◆ **Problem statement**: If a line of the data contains the word "down", it is counted; report how many such lines there are and nothing else.

----- Exercise data

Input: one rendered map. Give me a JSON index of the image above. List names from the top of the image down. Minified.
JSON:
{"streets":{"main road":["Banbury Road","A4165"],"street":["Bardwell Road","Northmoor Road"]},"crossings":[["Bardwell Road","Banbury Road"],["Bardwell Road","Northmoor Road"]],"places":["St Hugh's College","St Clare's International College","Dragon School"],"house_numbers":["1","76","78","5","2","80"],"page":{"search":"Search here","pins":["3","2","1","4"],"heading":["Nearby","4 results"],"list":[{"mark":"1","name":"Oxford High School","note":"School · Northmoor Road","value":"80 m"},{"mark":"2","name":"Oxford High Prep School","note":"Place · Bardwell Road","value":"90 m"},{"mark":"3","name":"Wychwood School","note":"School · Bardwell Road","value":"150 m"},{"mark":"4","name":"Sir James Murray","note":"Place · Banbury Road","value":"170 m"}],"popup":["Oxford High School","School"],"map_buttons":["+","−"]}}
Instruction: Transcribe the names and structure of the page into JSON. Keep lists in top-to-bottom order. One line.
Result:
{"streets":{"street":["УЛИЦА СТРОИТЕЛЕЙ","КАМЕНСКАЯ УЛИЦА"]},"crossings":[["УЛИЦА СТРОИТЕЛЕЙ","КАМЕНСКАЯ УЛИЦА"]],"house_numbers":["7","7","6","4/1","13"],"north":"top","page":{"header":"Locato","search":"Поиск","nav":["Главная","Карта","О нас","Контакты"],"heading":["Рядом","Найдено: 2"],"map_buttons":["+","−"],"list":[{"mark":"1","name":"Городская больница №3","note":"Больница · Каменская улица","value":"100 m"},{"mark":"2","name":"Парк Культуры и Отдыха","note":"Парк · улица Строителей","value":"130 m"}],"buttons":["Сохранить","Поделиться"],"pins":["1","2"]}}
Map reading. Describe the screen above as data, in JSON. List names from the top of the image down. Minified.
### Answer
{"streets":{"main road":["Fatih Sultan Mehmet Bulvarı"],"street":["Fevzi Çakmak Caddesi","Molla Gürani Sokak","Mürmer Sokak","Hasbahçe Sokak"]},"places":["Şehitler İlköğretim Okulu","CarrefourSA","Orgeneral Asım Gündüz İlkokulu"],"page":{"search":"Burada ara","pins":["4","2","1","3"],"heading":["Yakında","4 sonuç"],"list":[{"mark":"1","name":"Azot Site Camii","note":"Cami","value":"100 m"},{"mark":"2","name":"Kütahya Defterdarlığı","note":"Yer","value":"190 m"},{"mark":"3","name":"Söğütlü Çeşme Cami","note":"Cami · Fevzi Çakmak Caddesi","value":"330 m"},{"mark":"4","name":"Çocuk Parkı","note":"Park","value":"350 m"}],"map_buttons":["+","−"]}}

----------

◆ **Exercise response**: 2